A Formação Durupinar é notável por seu contorno que remete a um grande navio. O pesquisador que analisou o mapa acredita que as proporções e a posição indicadas no documento são compatíveis com as características da formação. No entanto, essa interpretação não confirma a existência da arca, mas sim propõe uma associação.

A coincidência entre o mapa antigo e a formação geológica não é, por si só, uma prova da presença da Arca de Noé na região.
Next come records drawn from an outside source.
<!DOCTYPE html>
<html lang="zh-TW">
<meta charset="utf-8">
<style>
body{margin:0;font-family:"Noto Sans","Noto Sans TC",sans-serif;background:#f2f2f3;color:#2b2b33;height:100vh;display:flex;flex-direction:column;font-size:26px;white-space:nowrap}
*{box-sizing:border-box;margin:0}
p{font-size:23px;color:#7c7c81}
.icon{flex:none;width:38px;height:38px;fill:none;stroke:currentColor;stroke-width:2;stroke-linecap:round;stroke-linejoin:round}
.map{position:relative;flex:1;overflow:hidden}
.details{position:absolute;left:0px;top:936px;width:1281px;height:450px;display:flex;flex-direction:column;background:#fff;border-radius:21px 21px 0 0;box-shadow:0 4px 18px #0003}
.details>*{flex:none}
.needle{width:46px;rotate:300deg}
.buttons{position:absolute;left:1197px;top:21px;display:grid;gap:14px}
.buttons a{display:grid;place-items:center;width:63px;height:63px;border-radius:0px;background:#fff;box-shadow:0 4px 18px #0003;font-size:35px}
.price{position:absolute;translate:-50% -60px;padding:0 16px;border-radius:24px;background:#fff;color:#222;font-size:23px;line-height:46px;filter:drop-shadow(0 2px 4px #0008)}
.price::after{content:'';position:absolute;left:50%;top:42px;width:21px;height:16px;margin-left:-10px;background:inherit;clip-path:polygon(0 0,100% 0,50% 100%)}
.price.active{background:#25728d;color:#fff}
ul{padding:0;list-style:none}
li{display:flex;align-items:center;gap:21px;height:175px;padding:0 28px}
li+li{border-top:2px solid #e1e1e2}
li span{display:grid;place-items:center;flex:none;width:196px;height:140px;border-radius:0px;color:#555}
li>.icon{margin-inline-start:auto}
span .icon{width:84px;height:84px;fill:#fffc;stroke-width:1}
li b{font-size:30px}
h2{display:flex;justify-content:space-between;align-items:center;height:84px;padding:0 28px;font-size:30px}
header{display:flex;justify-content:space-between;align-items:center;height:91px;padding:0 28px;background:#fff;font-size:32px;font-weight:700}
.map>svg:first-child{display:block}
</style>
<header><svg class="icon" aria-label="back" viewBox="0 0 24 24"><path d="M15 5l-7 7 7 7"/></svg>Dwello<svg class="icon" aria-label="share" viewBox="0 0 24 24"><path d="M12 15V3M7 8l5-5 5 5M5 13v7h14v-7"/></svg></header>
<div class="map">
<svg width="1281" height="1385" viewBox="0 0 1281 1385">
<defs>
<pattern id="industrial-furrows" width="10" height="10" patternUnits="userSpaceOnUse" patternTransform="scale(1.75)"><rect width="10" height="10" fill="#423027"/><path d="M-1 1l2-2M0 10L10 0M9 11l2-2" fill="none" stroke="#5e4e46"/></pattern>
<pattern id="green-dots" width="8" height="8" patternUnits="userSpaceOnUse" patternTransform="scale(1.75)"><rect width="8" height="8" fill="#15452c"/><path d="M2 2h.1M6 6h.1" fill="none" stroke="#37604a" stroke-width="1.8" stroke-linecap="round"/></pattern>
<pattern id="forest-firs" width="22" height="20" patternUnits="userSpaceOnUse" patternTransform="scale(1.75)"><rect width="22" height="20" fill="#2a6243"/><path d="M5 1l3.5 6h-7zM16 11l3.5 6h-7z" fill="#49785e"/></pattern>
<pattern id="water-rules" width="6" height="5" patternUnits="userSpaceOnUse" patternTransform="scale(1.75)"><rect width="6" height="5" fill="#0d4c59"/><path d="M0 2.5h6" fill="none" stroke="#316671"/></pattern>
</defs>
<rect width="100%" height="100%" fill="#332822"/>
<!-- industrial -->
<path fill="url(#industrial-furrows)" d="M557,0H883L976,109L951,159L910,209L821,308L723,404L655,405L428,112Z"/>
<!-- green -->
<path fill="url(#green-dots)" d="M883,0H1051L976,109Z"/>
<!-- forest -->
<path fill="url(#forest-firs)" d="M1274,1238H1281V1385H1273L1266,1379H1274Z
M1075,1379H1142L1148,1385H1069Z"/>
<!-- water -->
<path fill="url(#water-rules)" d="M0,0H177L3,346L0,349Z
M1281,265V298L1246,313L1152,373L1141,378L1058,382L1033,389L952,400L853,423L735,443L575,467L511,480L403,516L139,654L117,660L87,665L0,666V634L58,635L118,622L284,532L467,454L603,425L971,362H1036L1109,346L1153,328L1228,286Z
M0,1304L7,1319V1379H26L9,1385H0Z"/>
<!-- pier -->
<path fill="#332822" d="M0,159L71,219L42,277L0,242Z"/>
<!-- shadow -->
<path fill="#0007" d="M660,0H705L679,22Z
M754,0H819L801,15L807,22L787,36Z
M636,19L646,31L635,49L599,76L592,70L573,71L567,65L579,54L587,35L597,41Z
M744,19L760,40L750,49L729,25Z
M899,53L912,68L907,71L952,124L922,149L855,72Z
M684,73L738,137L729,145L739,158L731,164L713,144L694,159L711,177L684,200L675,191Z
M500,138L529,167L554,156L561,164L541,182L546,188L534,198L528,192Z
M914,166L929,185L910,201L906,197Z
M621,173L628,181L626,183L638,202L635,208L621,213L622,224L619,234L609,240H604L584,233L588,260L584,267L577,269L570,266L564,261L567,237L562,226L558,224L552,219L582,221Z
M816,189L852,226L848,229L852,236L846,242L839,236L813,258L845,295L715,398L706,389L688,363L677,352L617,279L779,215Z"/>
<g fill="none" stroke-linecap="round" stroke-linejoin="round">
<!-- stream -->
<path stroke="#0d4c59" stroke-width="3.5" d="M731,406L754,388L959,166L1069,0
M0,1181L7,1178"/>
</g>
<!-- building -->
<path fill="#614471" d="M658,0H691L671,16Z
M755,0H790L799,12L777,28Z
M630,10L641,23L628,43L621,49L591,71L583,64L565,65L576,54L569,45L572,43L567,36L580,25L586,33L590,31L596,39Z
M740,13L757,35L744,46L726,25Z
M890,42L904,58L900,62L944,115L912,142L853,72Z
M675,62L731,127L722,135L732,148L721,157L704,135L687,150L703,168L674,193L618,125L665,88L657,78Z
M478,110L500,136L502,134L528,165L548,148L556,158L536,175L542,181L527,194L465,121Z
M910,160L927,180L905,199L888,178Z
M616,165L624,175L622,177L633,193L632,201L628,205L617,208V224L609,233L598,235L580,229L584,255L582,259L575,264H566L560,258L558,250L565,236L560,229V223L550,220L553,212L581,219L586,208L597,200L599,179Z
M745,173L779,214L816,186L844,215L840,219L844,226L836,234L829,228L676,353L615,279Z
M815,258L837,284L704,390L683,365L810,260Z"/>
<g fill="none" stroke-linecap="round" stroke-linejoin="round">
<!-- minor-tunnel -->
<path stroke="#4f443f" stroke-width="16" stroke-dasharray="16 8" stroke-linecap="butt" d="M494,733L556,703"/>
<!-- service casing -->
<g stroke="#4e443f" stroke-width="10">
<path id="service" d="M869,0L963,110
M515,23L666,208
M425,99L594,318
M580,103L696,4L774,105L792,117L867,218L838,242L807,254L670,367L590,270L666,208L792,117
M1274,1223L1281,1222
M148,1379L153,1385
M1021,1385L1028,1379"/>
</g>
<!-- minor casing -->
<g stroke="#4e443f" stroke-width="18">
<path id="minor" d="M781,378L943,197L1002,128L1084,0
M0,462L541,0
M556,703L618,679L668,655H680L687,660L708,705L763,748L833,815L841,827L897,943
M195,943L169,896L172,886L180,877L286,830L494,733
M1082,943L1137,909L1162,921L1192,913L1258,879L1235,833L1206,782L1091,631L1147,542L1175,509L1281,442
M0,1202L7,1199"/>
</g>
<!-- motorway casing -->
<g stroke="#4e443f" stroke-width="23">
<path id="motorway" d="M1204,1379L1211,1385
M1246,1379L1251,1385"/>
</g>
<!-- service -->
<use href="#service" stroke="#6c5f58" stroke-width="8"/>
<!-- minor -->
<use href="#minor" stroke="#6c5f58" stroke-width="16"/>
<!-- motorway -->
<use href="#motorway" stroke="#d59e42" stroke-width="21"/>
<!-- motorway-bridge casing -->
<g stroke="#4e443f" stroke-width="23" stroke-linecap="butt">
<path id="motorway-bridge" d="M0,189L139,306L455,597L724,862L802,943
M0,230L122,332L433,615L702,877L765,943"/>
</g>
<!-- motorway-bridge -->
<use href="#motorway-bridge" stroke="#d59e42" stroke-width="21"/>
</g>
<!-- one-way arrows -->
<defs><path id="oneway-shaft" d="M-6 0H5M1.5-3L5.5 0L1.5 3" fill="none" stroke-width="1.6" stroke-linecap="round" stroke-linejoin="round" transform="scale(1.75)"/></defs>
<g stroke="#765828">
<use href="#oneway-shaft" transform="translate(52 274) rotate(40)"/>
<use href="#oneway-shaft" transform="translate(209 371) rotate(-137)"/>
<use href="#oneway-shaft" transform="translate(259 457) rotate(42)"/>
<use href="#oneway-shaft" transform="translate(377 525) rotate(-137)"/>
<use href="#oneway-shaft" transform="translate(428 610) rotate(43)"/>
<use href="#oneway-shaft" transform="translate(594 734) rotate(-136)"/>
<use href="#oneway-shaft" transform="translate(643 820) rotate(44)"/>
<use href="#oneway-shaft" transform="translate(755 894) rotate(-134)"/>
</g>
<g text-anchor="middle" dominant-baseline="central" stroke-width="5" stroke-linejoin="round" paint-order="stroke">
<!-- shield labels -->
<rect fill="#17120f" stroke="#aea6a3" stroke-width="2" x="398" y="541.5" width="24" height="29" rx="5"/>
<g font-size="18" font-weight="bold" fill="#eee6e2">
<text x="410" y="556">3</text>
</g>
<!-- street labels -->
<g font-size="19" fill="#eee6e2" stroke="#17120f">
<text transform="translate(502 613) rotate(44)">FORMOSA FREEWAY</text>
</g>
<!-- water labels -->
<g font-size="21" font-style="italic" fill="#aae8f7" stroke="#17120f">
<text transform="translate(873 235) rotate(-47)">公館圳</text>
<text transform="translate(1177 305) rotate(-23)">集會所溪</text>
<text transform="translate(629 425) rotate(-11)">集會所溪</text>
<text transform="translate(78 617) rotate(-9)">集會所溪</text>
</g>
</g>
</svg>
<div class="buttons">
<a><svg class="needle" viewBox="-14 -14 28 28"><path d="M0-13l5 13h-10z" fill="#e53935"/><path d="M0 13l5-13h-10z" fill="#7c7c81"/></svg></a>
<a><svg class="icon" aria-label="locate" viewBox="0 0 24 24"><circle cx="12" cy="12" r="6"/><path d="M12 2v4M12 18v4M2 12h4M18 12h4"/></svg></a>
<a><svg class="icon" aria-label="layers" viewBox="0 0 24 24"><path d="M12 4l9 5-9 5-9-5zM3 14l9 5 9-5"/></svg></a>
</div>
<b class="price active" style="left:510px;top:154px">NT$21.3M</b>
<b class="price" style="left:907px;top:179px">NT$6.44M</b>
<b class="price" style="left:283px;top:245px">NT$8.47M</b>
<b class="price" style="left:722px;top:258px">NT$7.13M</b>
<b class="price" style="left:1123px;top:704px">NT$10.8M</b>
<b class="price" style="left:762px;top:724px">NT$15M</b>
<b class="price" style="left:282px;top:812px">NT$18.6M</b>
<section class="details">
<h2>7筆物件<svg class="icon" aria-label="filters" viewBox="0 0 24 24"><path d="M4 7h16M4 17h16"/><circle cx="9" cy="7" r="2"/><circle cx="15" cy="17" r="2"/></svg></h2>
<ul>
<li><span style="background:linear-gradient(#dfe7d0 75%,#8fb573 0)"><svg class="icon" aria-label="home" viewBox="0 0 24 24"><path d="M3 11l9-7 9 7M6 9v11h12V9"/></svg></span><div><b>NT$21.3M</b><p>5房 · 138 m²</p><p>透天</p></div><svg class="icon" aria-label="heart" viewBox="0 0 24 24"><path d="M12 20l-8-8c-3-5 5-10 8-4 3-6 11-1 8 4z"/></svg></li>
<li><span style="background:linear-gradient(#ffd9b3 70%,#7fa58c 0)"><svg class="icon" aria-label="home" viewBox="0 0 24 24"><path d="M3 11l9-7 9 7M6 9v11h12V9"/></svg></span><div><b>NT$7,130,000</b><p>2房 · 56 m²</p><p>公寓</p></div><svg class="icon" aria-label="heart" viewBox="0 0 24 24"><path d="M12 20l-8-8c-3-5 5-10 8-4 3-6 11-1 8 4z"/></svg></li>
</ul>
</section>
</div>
Contudo, a Formação Durupinar já é objeto de pesquisa há anos, com seu formato peculiar alimentando teorias sobre sua relação com o relato do Dilúvio, embora sua origem ainda esteja sendo estudada.

Uma equipe do Noah’s Ark Scans, um projeto internacional que utiliza tecnologia de radar e métodos de geofísica, está investigando a Formação Durupinar. Levantamentos realizados na área com radar de penetração no solo revelaram possíveis estruturas subterrâneas, que foram descritas como corredores e cavidades, sugerindo um interior semelhante ao de uma grande embarcação.

Além disso, amostras de solo coletadas na formação mostraram níveis de matéria orgânica significativamente mais altos do que em áreas vizinhas, bem como concentrações de potássio superiores. Esses resultados foram interpretados como indícios de decomposição prolongada de grandes quantidades de madeira. A presença de corais fossilizados e conchas marinhas nas proximidades também contribui para as especulações sobre a área.

No momento, a conexão entre o mapa de 1587, a Formação Durupinar e a narrativa bíblica da Arca de Noé permanece uma hipótese, cercada de coincidências e investigações em andamento.